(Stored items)
==============================

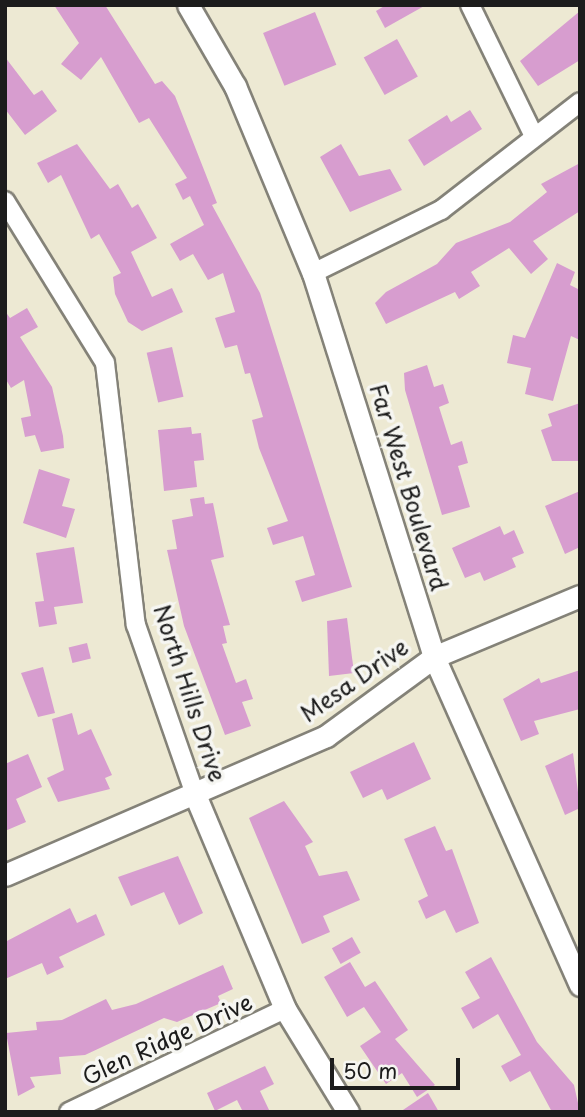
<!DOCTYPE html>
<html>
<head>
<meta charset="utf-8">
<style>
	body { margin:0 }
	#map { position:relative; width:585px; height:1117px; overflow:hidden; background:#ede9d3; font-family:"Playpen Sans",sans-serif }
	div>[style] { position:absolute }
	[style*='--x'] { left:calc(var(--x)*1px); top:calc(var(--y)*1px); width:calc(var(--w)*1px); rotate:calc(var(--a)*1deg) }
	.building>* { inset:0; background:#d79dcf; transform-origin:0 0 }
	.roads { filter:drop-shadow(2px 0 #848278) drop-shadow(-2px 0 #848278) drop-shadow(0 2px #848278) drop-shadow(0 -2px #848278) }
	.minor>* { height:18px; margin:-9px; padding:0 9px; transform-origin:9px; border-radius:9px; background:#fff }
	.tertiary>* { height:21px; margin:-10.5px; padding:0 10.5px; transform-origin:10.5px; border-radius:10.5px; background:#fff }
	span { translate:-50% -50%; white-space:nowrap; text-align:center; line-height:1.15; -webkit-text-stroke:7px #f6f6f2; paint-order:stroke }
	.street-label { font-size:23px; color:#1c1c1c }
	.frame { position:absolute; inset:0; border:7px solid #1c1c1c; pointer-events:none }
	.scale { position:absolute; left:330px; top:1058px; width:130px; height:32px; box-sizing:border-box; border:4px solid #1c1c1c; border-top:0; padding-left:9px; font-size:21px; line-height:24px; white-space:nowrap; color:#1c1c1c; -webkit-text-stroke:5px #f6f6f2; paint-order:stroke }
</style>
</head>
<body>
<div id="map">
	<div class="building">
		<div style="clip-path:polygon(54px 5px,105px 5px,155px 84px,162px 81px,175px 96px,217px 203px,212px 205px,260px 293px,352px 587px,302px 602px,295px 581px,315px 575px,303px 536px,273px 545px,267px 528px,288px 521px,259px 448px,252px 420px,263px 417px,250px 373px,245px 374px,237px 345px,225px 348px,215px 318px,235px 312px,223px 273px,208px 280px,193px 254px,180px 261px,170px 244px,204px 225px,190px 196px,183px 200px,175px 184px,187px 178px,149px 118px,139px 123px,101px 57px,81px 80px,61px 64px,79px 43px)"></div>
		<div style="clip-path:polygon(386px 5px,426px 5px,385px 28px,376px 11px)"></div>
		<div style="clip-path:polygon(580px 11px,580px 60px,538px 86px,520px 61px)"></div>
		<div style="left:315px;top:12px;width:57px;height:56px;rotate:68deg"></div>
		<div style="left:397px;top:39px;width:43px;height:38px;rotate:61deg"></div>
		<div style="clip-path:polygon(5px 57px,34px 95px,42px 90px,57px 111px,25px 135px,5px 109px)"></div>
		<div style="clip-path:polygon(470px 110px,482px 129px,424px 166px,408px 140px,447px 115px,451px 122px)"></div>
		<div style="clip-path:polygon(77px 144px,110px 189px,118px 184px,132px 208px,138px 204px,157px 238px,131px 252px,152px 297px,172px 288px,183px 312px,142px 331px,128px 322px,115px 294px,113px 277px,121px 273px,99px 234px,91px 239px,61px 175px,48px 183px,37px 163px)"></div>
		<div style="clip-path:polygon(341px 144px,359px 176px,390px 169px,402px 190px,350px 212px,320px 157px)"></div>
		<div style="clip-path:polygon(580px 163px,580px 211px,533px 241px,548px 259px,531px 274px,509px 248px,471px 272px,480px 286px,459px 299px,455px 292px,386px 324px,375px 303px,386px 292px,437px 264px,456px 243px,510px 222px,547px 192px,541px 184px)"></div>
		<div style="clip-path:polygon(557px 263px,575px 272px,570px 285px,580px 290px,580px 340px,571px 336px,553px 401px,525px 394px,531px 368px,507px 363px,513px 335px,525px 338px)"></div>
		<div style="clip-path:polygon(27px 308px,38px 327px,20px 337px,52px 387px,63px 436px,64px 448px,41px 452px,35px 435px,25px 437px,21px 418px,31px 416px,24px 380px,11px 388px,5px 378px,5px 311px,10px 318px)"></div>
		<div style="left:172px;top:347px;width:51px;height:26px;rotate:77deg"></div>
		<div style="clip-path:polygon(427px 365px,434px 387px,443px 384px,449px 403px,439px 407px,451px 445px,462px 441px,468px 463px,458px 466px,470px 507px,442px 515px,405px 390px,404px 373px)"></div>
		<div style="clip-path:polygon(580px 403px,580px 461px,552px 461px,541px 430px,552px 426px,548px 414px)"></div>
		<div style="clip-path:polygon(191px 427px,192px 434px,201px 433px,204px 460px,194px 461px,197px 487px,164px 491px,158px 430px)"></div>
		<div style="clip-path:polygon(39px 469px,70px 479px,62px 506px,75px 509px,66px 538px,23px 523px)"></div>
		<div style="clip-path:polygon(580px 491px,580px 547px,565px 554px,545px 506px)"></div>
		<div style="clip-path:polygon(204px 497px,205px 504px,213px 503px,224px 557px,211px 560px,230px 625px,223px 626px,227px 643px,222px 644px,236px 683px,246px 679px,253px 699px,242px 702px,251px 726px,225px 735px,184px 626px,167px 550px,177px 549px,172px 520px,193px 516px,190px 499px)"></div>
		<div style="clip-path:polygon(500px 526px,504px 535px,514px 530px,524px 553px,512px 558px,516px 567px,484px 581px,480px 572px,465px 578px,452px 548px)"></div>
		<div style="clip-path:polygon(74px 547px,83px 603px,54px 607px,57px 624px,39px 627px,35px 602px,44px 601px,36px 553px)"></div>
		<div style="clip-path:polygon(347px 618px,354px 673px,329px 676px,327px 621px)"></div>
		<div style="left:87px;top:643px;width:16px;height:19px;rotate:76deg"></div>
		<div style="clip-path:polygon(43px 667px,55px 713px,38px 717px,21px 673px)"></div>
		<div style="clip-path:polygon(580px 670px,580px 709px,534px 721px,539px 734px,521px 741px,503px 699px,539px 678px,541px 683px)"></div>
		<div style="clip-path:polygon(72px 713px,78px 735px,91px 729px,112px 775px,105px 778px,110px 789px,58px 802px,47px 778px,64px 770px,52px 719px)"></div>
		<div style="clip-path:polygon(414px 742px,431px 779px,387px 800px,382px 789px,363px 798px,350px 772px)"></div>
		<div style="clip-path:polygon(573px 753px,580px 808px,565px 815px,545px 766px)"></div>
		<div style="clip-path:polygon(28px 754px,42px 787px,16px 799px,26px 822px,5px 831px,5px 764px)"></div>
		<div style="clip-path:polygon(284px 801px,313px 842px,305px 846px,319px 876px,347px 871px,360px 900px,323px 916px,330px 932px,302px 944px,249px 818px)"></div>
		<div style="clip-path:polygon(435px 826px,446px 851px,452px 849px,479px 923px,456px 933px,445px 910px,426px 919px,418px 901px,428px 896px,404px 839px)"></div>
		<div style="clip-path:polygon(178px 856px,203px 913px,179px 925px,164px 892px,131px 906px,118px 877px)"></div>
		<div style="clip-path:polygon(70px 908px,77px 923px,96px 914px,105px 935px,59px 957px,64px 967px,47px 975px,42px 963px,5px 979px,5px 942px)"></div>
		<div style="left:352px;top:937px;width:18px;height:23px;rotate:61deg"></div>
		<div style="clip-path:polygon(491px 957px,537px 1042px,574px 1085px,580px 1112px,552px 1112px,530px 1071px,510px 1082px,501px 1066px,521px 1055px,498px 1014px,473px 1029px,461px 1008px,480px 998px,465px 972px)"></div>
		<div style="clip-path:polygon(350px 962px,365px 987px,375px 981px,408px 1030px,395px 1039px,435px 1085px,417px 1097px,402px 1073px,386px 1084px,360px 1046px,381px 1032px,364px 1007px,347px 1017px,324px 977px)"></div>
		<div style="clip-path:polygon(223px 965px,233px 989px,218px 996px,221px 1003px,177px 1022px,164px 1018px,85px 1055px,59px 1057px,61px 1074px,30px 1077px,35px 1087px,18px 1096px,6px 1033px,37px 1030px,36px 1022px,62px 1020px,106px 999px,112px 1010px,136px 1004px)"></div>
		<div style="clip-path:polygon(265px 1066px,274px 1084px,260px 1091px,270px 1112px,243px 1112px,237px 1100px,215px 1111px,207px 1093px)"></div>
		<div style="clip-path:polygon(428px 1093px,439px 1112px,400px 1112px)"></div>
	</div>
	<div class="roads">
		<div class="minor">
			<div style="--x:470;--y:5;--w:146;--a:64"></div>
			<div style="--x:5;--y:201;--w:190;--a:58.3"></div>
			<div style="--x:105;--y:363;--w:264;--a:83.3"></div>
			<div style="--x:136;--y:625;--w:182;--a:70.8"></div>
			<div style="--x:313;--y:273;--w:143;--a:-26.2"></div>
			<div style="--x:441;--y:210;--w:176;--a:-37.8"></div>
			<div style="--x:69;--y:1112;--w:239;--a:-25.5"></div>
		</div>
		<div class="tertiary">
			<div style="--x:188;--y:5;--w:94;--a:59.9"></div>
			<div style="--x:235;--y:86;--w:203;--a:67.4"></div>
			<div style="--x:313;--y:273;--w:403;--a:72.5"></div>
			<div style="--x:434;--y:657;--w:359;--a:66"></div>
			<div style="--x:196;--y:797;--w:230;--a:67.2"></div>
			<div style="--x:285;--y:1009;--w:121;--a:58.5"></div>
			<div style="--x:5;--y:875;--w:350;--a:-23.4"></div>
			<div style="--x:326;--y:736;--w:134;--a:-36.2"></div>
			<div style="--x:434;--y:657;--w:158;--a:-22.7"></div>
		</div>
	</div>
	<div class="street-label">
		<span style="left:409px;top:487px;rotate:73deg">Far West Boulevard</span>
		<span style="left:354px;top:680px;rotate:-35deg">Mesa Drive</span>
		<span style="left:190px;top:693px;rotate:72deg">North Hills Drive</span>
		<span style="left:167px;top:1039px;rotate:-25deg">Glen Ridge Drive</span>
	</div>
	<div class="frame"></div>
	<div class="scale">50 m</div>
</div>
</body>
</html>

==============================

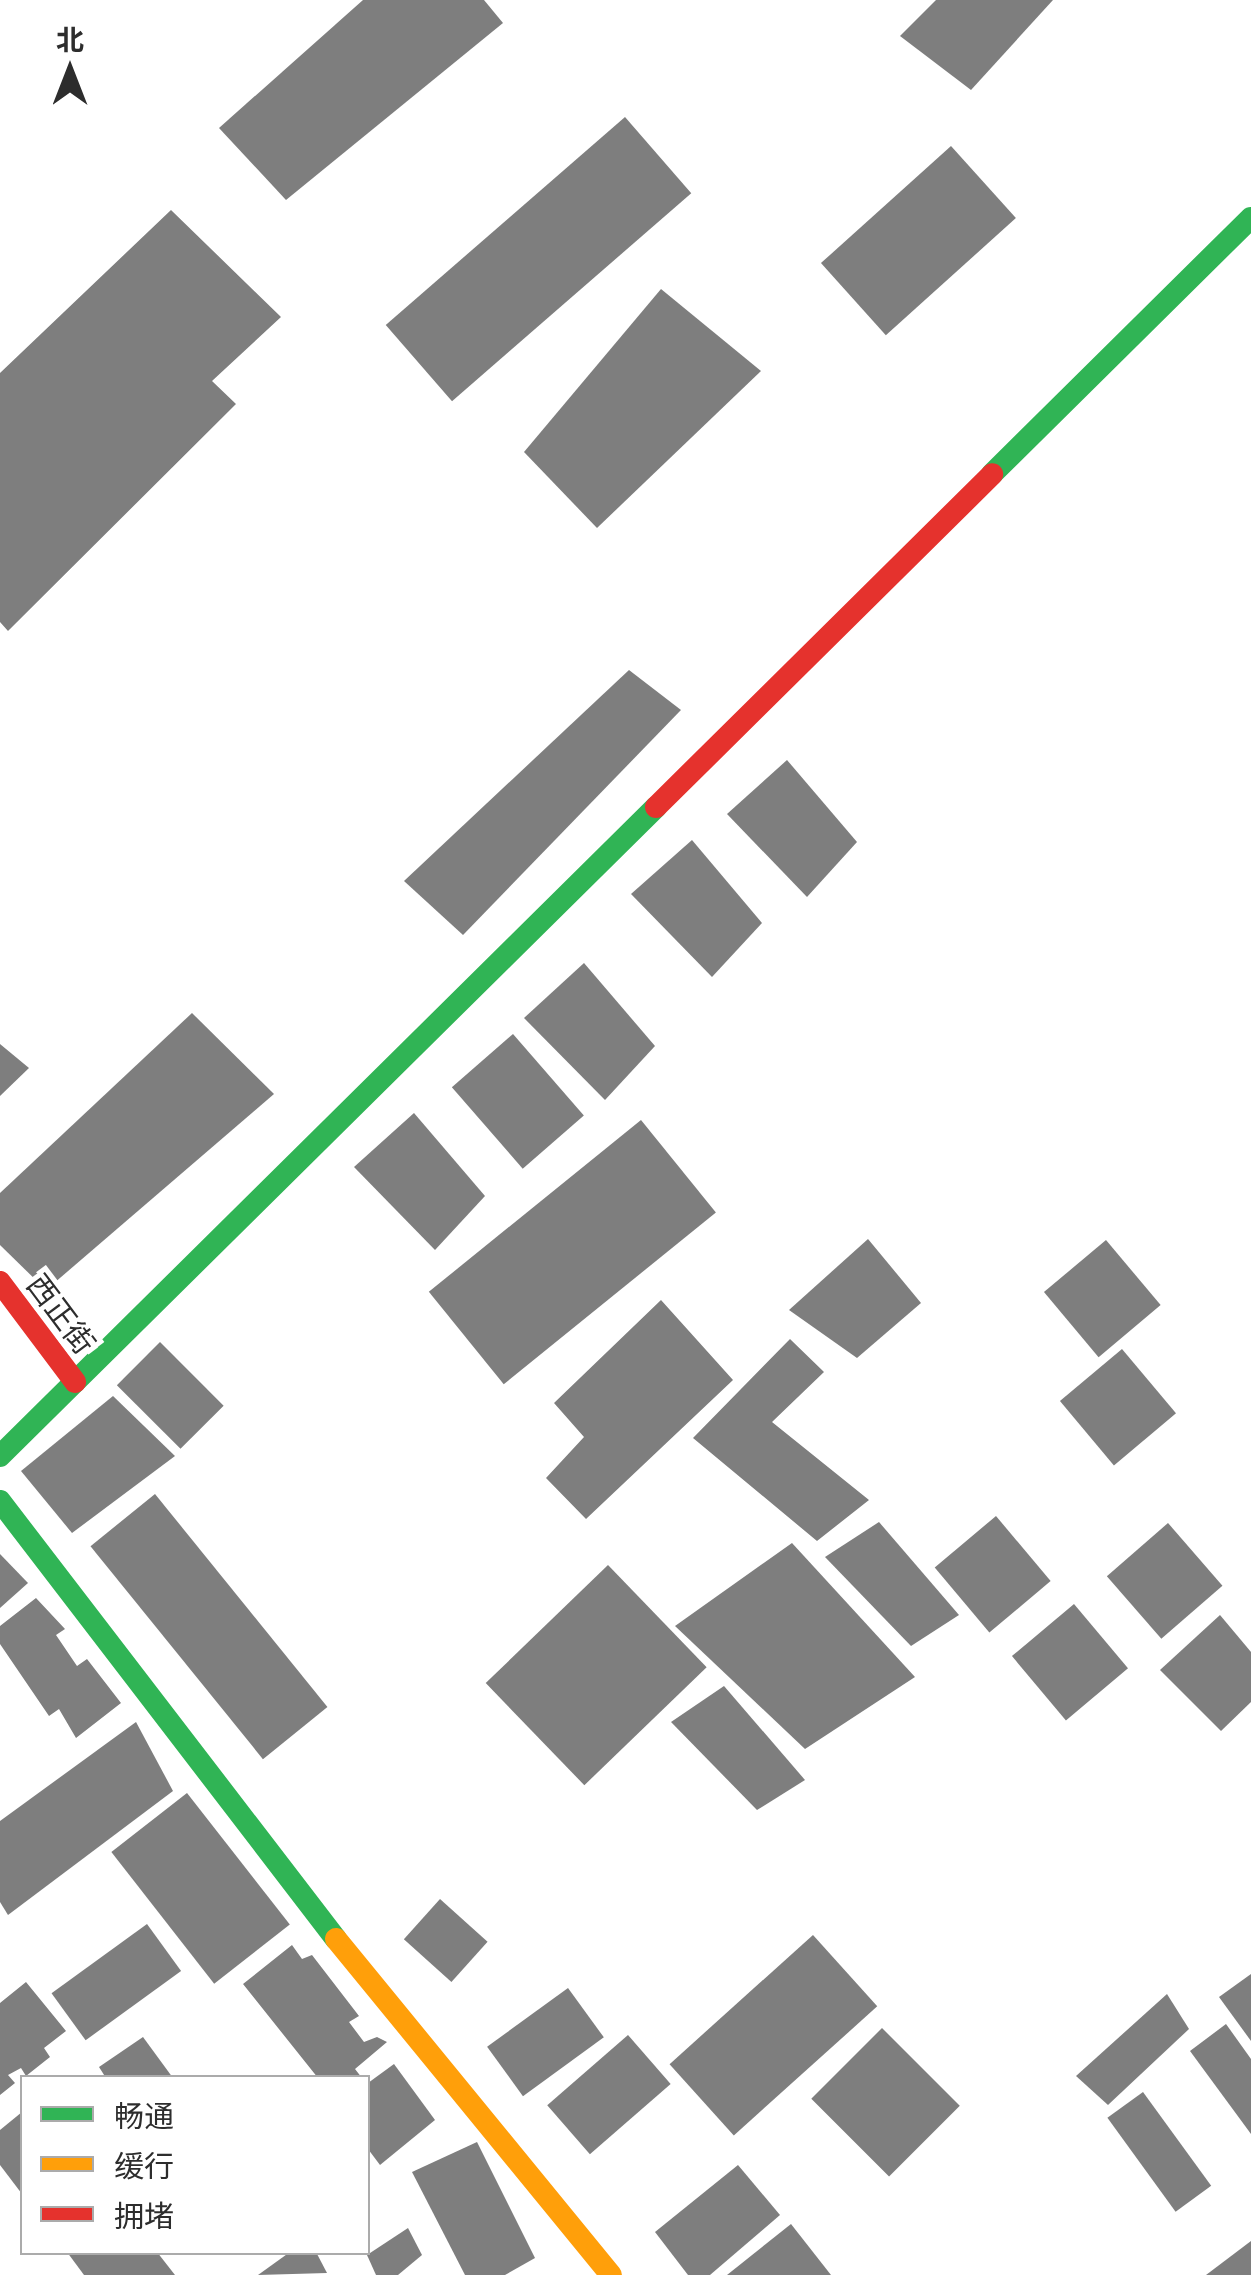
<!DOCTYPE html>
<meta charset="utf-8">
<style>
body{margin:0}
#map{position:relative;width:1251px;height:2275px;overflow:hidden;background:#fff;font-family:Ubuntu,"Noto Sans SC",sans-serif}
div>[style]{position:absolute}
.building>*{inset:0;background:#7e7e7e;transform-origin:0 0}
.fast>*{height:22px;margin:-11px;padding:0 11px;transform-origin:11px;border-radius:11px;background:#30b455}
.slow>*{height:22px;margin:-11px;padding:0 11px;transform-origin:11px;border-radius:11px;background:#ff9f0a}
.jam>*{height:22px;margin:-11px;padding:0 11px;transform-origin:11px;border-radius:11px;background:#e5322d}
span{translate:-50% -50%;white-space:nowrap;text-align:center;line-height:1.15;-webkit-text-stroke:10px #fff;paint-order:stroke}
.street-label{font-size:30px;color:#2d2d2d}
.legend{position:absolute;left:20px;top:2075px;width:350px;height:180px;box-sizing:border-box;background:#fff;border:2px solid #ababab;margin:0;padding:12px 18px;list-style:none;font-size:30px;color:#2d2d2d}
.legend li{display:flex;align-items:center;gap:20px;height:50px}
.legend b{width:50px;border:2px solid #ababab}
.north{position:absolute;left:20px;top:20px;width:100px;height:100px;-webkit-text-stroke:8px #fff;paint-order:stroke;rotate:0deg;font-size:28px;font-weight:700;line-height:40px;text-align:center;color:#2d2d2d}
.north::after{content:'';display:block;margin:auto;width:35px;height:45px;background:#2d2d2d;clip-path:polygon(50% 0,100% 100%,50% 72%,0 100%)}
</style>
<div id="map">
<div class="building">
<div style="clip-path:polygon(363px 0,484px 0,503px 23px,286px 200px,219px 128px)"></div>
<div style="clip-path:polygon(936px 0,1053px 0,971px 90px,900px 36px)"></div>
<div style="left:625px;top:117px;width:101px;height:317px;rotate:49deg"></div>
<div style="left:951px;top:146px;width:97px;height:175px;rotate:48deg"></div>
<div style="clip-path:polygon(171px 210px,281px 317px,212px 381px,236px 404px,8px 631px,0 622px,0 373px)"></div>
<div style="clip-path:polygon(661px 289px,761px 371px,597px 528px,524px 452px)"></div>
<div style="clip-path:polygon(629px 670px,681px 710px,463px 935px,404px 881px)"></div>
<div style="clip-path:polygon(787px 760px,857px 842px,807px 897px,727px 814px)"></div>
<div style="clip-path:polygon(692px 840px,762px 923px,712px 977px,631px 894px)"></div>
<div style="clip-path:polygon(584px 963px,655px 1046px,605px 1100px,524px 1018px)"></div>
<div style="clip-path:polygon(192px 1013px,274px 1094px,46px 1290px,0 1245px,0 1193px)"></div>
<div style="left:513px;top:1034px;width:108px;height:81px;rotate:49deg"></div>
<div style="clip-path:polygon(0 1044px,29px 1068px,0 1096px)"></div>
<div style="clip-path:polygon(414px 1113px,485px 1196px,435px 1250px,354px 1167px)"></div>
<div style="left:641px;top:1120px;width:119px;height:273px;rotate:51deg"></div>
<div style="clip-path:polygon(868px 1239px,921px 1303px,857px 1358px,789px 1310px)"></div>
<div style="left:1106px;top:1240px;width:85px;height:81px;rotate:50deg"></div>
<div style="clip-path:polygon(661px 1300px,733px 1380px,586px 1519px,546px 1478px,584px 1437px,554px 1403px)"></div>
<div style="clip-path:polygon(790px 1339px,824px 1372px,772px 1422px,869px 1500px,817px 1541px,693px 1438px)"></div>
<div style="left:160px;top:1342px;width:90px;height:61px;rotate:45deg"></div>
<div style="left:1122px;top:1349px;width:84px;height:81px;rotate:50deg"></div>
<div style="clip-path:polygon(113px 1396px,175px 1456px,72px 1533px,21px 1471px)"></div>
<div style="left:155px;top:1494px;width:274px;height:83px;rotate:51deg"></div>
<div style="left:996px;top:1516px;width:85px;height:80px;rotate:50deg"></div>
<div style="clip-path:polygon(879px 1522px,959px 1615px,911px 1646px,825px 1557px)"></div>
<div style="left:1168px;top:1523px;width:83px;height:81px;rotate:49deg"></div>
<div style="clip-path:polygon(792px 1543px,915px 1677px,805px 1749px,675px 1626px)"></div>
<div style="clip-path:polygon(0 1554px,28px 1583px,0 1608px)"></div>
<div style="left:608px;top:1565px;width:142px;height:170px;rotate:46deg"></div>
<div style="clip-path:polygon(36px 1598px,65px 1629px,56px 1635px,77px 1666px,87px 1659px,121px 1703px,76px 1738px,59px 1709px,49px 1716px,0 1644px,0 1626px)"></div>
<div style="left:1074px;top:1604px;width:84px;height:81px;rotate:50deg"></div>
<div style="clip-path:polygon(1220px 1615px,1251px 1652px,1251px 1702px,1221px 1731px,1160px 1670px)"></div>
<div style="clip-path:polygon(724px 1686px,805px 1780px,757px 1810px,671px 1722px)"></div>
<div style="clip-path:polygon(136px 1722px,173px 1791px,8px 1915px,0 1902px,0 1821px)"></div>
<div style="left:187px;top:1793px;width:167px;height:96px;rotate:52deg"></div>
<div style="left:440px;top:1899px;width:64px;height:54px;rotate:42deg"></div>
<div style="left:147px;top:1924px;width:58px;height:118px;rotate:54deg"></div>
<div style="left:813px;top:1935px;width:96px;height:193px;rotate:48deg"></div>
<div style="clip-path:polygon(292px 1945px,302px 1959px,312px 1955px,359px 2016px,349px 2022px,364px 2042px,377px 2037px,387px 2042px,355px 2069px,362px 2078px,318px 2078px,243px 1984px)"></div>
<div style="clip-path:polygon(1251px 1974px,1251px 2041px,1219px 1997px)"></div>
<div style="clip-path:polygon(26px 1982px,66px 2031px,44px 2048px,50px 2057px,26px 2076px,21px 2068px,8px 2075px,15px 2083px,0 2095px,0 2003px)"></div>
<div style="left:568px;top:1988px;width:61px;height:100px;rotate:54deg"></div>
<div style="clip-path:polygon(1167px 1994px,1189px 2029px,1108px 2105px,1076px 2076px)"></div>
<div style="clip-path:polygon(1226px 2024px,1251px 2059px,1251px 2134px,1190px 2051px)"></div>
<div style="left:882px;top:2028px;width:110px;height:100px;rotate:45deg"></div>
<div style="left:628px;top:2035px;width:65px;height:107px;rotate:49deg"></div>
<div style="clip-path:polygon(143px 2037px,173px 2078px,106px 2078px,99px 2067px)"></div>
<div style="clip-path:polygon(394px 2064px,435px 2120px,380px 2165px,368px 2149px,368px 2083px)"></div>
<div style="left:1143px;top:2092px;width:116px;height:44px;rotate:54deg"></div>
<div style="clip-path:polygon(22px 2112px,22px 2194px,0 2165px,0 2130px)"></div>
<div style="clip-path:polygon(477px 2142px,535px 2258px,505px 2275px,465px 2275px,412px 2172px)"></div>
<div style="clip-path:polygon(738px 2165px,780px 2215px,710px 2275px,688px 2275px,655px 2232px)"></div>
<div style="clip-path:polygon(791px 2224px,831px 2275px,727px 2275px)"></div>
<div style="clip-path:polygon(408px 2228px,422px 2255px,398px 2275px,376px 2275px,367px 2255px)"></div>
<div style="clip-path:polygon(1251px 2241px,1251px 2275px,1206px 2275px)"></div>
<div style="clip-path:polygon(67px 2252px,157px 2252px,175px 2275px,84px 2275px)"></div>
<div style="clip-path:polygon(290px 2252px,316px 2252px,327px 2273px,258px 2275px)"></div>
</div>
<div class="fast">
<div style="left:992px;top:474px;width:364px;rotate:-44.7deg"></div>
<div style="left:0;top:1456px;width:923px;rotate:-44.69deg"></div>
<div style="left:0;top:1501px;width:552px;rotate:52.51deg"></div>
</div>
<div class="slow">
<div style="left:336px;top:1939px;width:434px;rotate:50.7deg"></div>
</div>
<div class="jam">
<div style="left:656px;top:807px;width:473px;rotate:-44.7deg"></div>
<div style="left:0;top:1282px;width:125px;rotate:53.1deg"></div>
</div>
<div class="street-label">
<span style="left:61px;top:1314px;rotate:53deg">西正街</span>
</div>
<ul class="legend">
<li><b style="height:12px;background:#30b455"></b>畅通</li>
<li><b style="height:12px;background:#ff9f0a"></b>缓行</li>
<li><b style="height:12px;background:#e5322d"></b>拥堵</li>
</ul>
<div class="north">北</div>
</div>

==============================

:: Work instruction ::
Return all lines above that mention the word "hidden".

:: Response ::
	#map { position:relative; width:585px; height:1117px; overflow:hidden; background:#ede9d3; font-family:"Playpen Sans",sans-serif }
#map{position:relative;width:1251px;height:2275px;overflow:hidden;background:#fff;font-family:Ubuntu,"Noto Sans SC",sans-serif}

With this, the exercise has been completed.